◆ **Work instructions**
Whenever a line below includes the word "Lane", copy that line.
Start of Input data
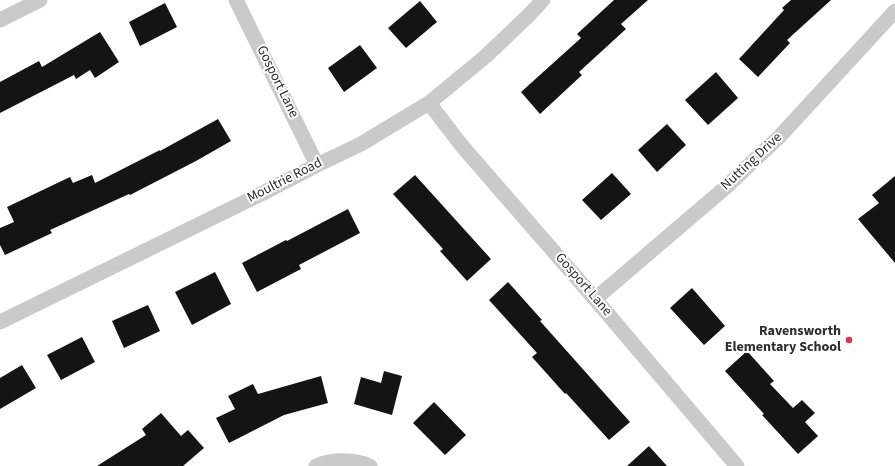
<!DOCTYPE html>
<style>
body{margin:0}
canvas{display:block;background:#fff}
</style>
<canvas width="895" height="466"></canvas>
<script>
const ctx = document.querySelector('canvas').getContext('2d');
ctx.lineJoin = 'round';
function fill(path, color) { ctx.fillStyle = color; ctx.fill(path, 'evenodd'); }
function strokePath(path, color, width, dash) { ctx.strokeStyle = color; ctx.lineWidth = width; ctx.lineCap = dash ? 'butt' : 'round'; ctx.setLineDash(dash || []); ctx.stroke(path); }
function drawText(font, color, halo, rows, align = 'center') {
  ctx.font = font + ' "Source Sans 3",sans-serif'; ctx.lineWidth = 4; ctx.setLineDash([]); ctx.textBaseline = 'middle'; ctx.strokeStyle = halo; ctx.fillStyle = color; for (const [text, x, y, turn = 0] of rows) {
    ctx.save(); ctx.translate(x, y); ctx.rotate((+turn || 0) * Math.PI / 180); ctx.textAlign = isNaN(turn) ? turn : align; if (halo) ctx.strokeText(text, 0, 0); ctx.fillText(text, 0, 0); ctx.restore();
  }
}
fill(new Path2D(`
 M 614,0 L 648,0 L 621,24 L 626,29 L 579,72 L 582,75 L 540,114 L 521,92 L 581,38 L 577,34 Z
 M 791,0 L 831,0 L 787,40 L 790,43 L 758,77 L 739,59 L 784,10 L 782,8 Z
 M 420,1 L 437,22 L 406,48 L 388,28 Z
 M 165,3 L 177,27 L 140,46 L 129,22 Z
 M 100,32 L 119,62 L 95,78 L 90,70 L 76,79 L 74,75 L 0,113 L 0,82 L 39,61 L 42,67 Z
 M 360,45 L 377,68 L 344,92 L 328,68 Z
 M 716,72 L 738,98 L 708,125 L 685,100 Z
 M 218,119 L 231,141 L 196,161 L 130,195 L 129,194 L 50,230 L 52,233 L 5,255 L 0,245 L 0,228 L 14,222 L 7,207 L 70,177 L 73,183 L 92,175 L 95,183 L 160,150 L 160,151 Z
 M 667,124 L 686,145 L 657,172 L 638,150 Z
 M 612,173 L 631,194 L 601,220 L 582,200 Z
 M 415,175 L 491,259 L 467,281 L 440,251 L 443,249 L 393,194 Z
 M 895,176 L 895,263 L 858,219 L 879,203 L 872,195 Z
 M 348,209 L 360,233 L 299,265 L 301,269 L 257,292 L 242,263 L 286,240 L 287,241 Z
 M 215,272 L 231,304 L 192,325 L 175,292 Z
 M 508,282 L 542,320 L 540,321 L 630,422 L 609,440 L 566,393 L 565,394 L 532,357 L 537,353 L 489,300 Z
 M 692,288 L 725,326 L 704,345 L 670,308 Z
 M 148,305 L 160,331 L 124,348 L 112,321 Z
 M 82,337 L 95,362 L 61,380 L 47,355 Z
 M 747,351 L 774,381 L 770,384 L 793,408 L 802,400 L 815,413 L 805,422 L 818,436 L 798,454 L 762,415 L 764,414 L 725,371 Z
 M 22,365 L 36,388 L 0,409 L 0,378 Z
 M 384,371 L 402,376 L 392,415 L 354,404 L 361,377 L 381,383 Z
 M 321,376 L 328,403 L 284,415 L 229,443 L 216,418 L 235,409 L 228,396 L 253,384 L 258,394 Z
 M 434,402 L 466,435 L 445,455 L 413,423 Z
 M 161,413 L 181,436 L 188,430 L 204,448 L 183,466 L 97,466 L 146,435 L 142,429 Z
 M 649,446 L 667,466 L 627,466 Z`), '#141414');
strokePath(new Path2D(`
 M 236,0 L 317,165
 M 0,20 L 40,0
 M 429,103 L 462,146 L 595,299 L 737,466
 M 595,299 L 725,188 L 780,136 L 895,11
 M 0,322 L 263,193 L 317,165 L 361,144 L 429,103 L 486,56 L 530,14 L 543,0
 M 316,466 C 332,459 354,459 370,466`), '#cacaca', 15);
for (const [x, y, r, color] of [
 [849,340,4,"#e62e53"]
]) { const dot = new Path2D(); dot.arc(x, y, r, 0, 2 * Math.PI); ctx.fillStyle = color; ctx.fill(dot); strokePath(dot, '#fff', 1.5); }
drawText('14px', '#2d2d2d', '#fff', [
 ["Gosport Lane",277,82,64],
 ["Nutting Drive",752,162,-43],
 ["Moultrie Road",285,181,-27],
 ["Gosport Lane",583,285,49]
]);
drawText('bold 14px', '#2d2d2d', '#fff', [
 ["Ravensworth",841,332],
 ["Elementary School",841,348]
], 'right');
</script>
End of Input data
◆ **Written solution**
 ["Gosport Lane",277,82,64],
 ["Gosport Lane",583,285,49]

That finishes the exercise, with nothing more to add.